◆ **Exercise details**
In which lines of the data does the string "Shop" appear? Copy every one.

Stored items
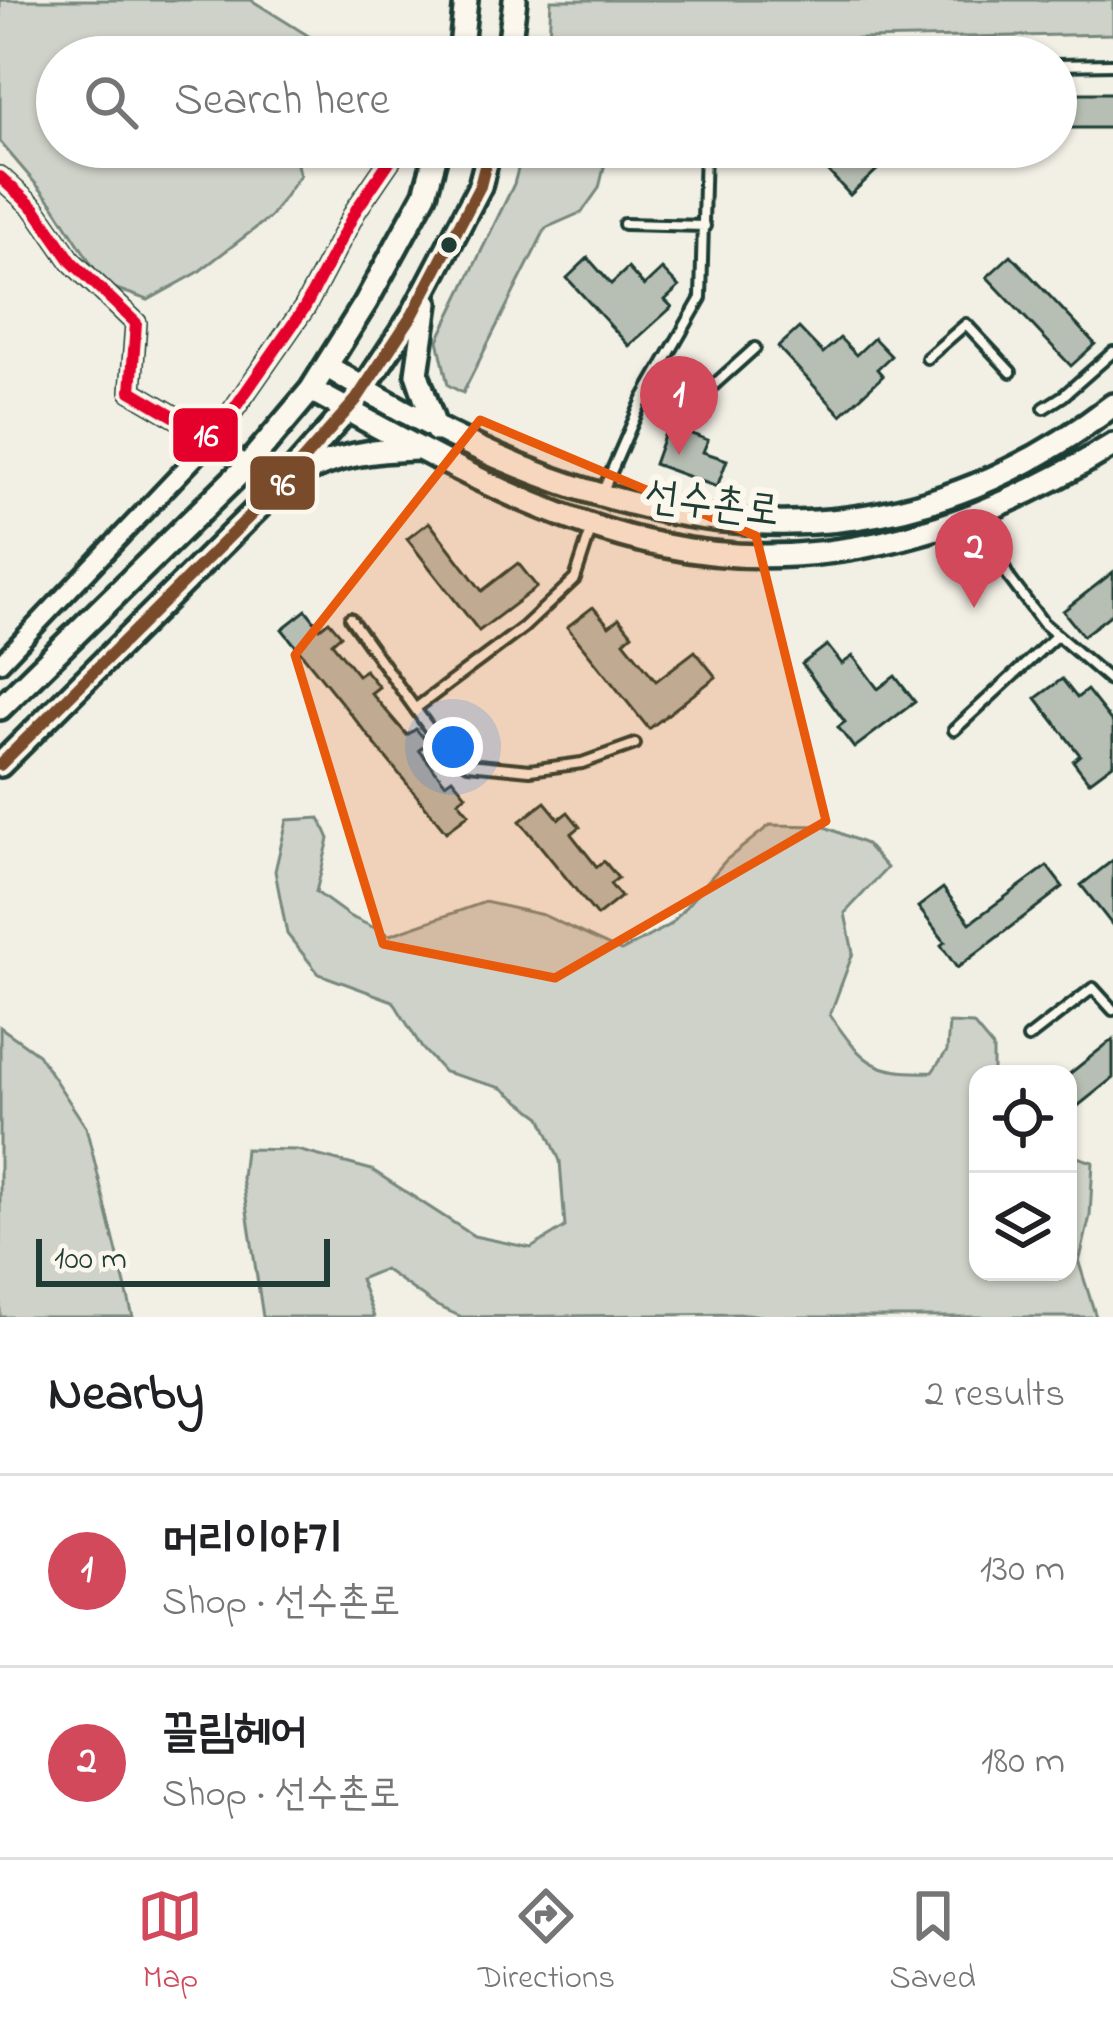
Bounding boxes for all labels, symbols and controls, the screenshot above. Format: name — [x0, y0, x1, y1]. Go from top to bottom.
search box — [36, 36, 1077, 168]
icon: search — [78, 69, 144, 135]
text: Search here — [174, 69, 390, 135]
unlabelled marker — [438, 234, 460, 256]
pin: 1 — [640, 356, 718, 455]
line badge: 16 — [171, 406, 240, 464]
text: 16 — [193, 414, 219, 462]
line badge: 96 — [248, 454, 317, 512]
text: 96 — [270, 463, 296, 511]
street label: 선수촌로 — [641, 466, 783, 544]
pin: 2 — [935, 509, 1013, 608]
your location — [423, 717, 483, 777]
map controls — [969, 1065, 1077, 1281]
button: locate — [969, 1065, 1077, 1173]
button: layers — [969, 1173, 1077, 1281]
scale bar — [36, 1233, 330, 1286]
text: 100 m — [54, 1236, 127, 1284]
text: Nearby — [48, 1358, 204, 1433]
text: 2 results — [925, 1367, 1065, 1424]
text: 머리이야기 — [162, 1509, 343, 1575]
text: 1 — [81, 1542, 93, 1599]
text: 130 m — [980, 1542, 1065, 1599]
text: Shop · 선수촌로 — [162, 1575, 400, 1632]
text: 끌림헤어 — [162, 1701, 307, 1767]
text: 2 — [77, 1734, 97, 1791]
text: 180 m — [981, 1734, 1065, 1791]
text: Shop · 선수촌로 — [162, 1767, 400, 1824]
tab: Map — [137, 1883, 203, 2003]
tab: Directions — [478, 1883, 615, 2003]
tab: Saved — [890, 1883, 976, 2003]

◆ **Written answer**
text: Shop · 선수촌로 — [162, 1575, 400, 1632]
text: Shop · 선수촌로 — [162, 1767, 400, 1824]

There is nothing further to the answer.